- [GOAL OF THE EXERCISE] Pull every line containing the word "they" from the records.

- [EXERCISE DATA]

BEGIN

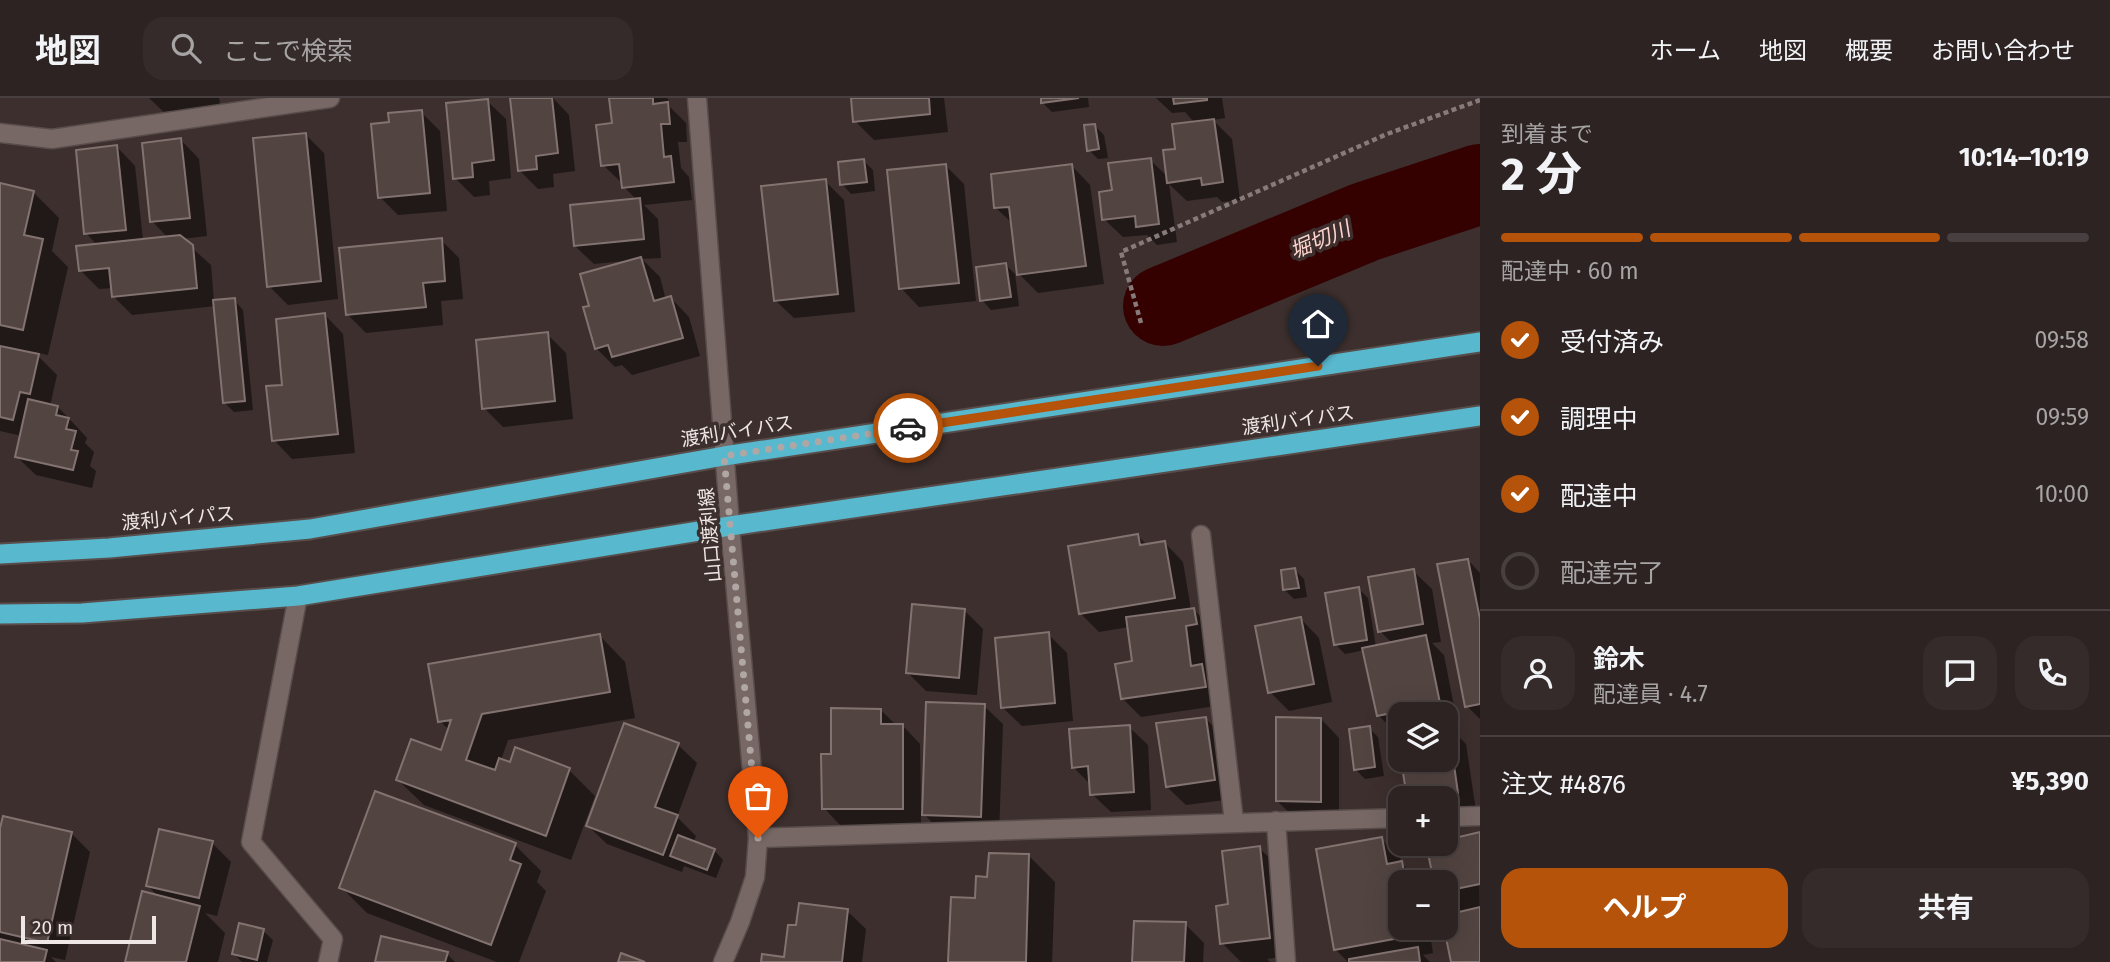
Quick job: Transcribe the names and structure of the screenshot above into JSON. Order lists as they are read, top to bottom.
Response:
{
  "streets": {
    "highway": ["渡利バイパス"],
    "street": ["山口渡利線"]
  },
  "crossings": [
    ["渡利バイパス", "山口渡利線"]
  ],
  "water": ["堀切川"],
  "scale_bar": "20 m",
  "page": {
    "header": "地図",
    "search": "ここで検索",
    "nav": [
      "ホーム",
      "地図",
      "概要",
      "お問い合わせ"
    ],
    "heading": ["2 分", "到着まで", "10:14–10:19"],
    "panel": [
      "鈴木",
      "配達員 · 4.7",
      "注文 #4876",
      "¥5,390"
    ],
    "bar": "配達中 · 60 m",
    "list": [
      ["受付済み", "09:58"],
      ["調理中", "09:59"],
      ["配達中", "10:00"],
      "配達完了"
    ],
    "map_buttons": ["+", "−"],
    "buttons": ["ヘルプ", "共有"],
    "scale": "20 m"
  }
}
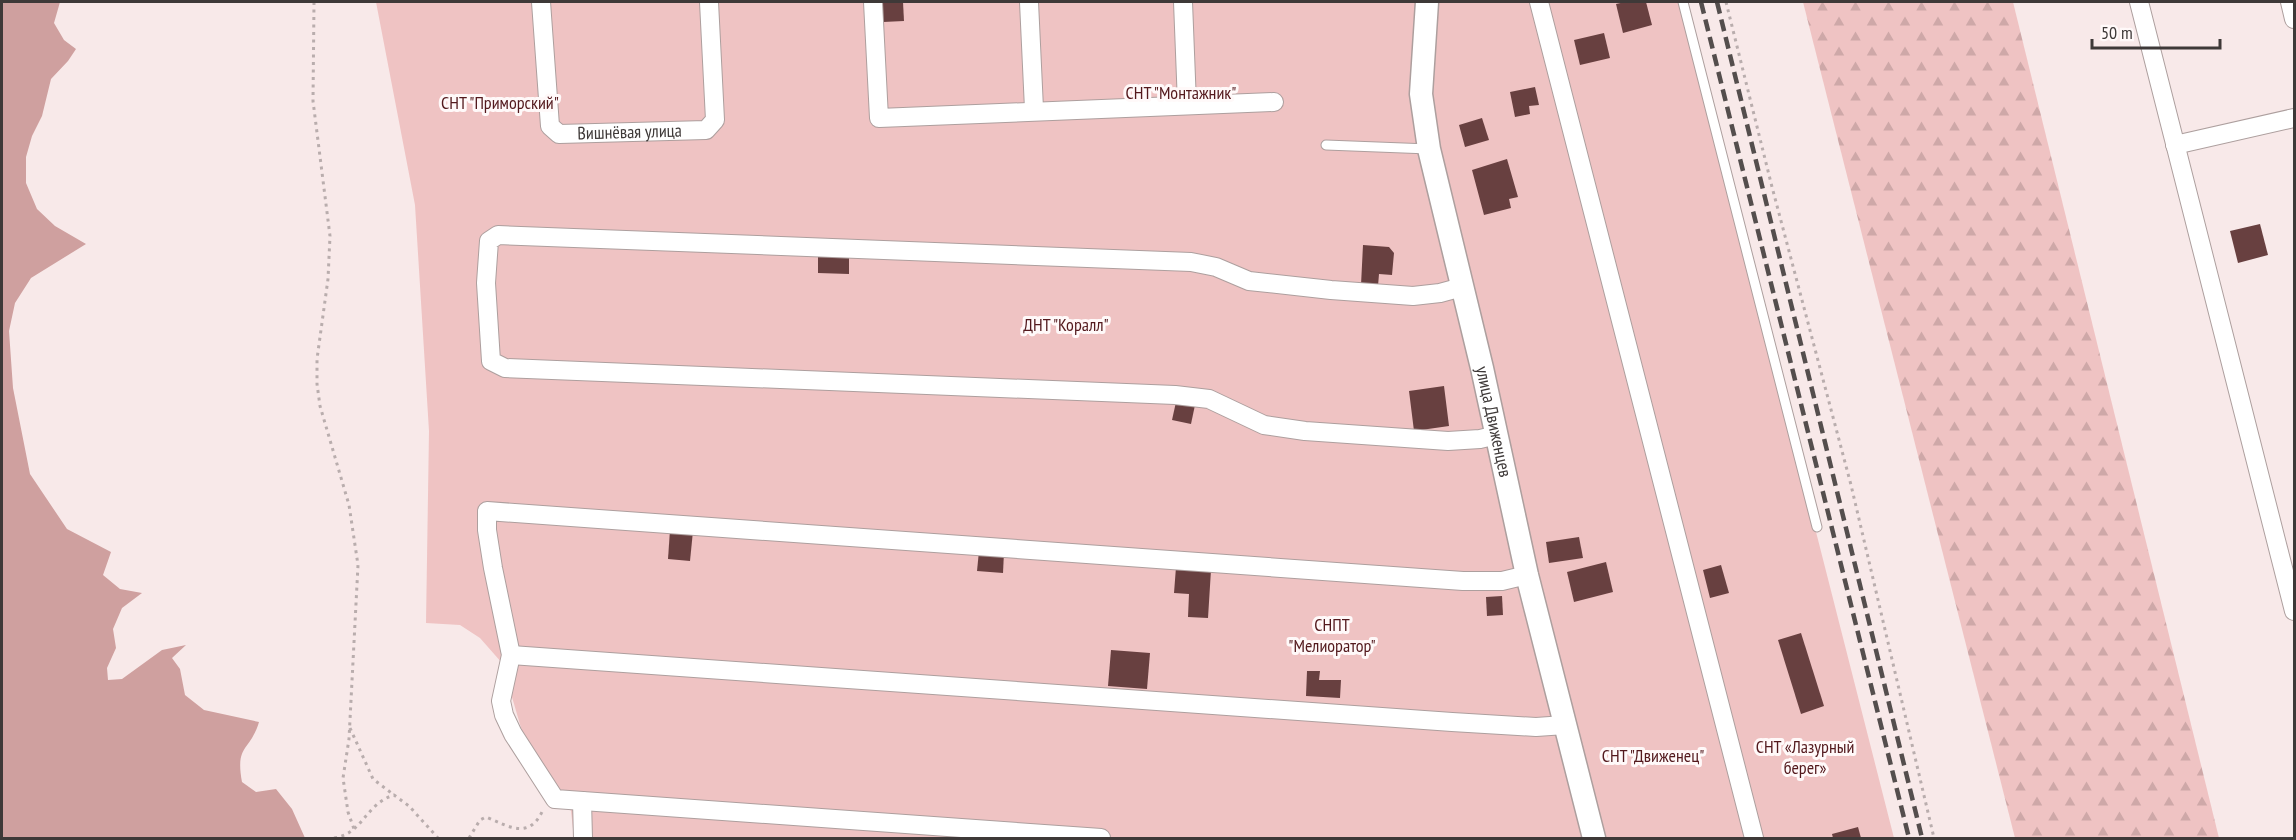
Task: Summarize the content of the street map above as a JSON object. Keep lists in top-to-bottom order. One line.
{"streets":{"street":["Вишнёвая улица","улица Движенцев"]},"parks":["СНТ \"Монтажник\"","СНТ \"Приморский\"","ДНТ \"Коралл\"","СНПТ \"Мелиоратор\"","СНТ «Лазурный берег»","СНТ \"Движенец\""],"scale_bar":"50 m"}
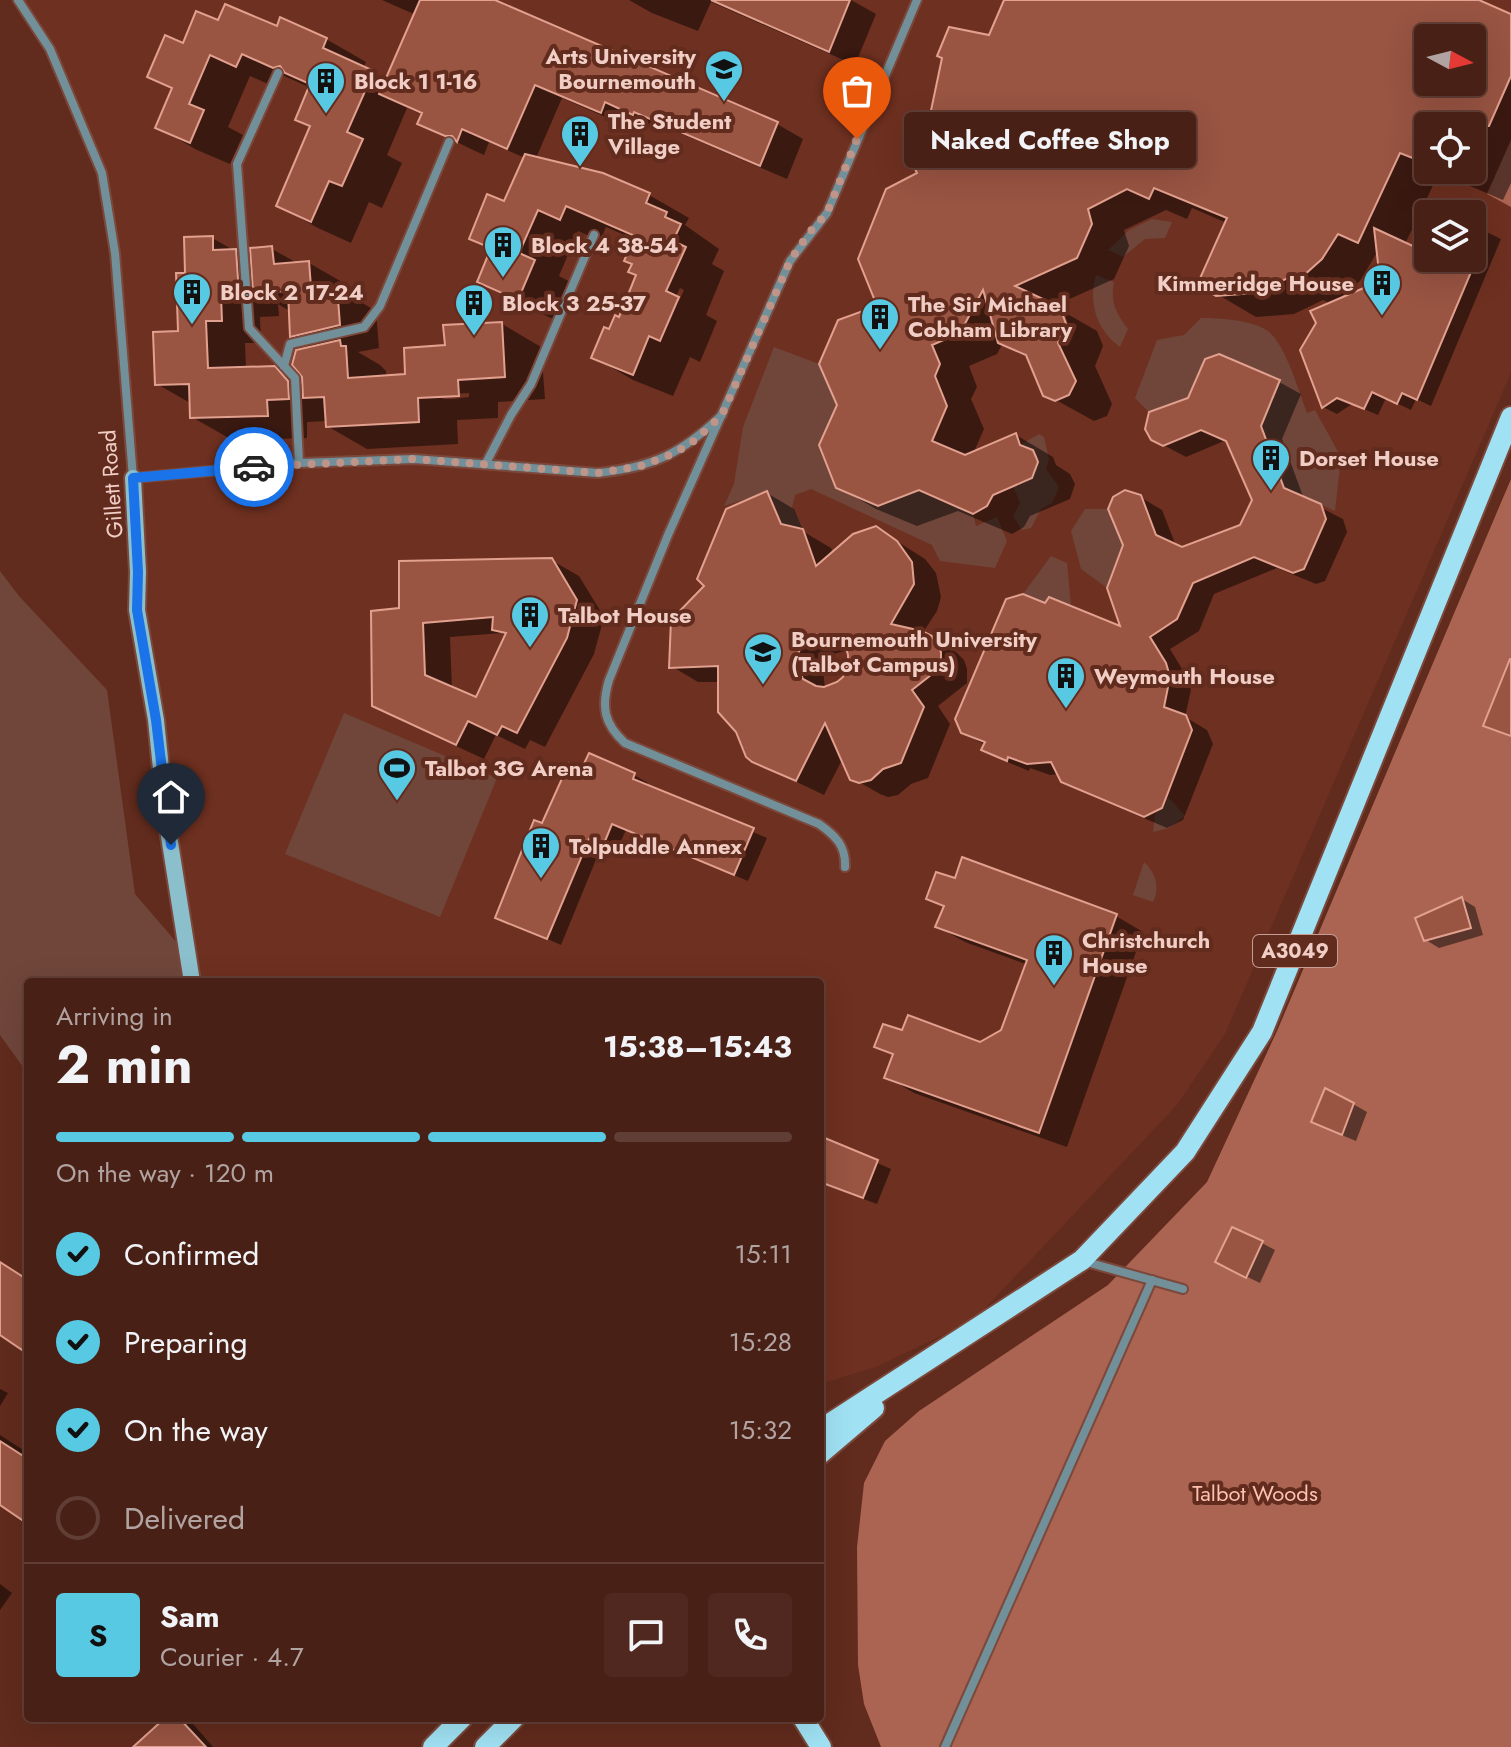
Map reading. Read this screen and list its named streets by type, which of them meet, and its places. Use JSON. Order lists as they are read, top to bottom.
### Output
{
  "streets": {
    "main road": ["A3049"],
    "street": ["Gillett Road"]
  },
  "parks": ["Talbot Woods"],
  "places": {
    "school or university": ["Arts University Bournemouth", "Bournemouth University (Talbot Campus)"],
    "building": [
      "Block 1 1-16",
      "The Student Village",
      "Block 4 38-54",
      "Kimmeridge House",
      "Block 2 17-24",
      "Block 3 25-37",
      "The Sir Michael Cobham Library",
      "Dorset House",
      "Talbot House",
      "Weymouth House",
      "Tolpuddle Annex",
      "Christchurch House"
    ],
    "other": ["Naked Coffee Shop"],
    "sports": ["Talbot 3G Arena"]
  },
  "north": "right",
  "page": {
    "bubble": "Naked Coffee Shop",
    "heading": ["2 min", "Arriving in", "15:38–15:43"],
    "panel": ["Sam", "Courier · 4.7"],
    "bar": "On the way · 120 m",
    "list": [
      ["Confirmed", "15:11"],
      ["Preparing", "15:28"],
      ["On the way", "15:32"],
      "Delivered"
    ],
    "round": "S"
  }
}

END

- [EXERCISE RESULT]
Quick job: Transcribe the names and structure of the screenshot above into JSON. Order lists as they are read, top to bottom.
Map reading. Read this screen and list its named streets by type, which of them meet, and its places. Use JSON. Order lists as they are read, top to bottom.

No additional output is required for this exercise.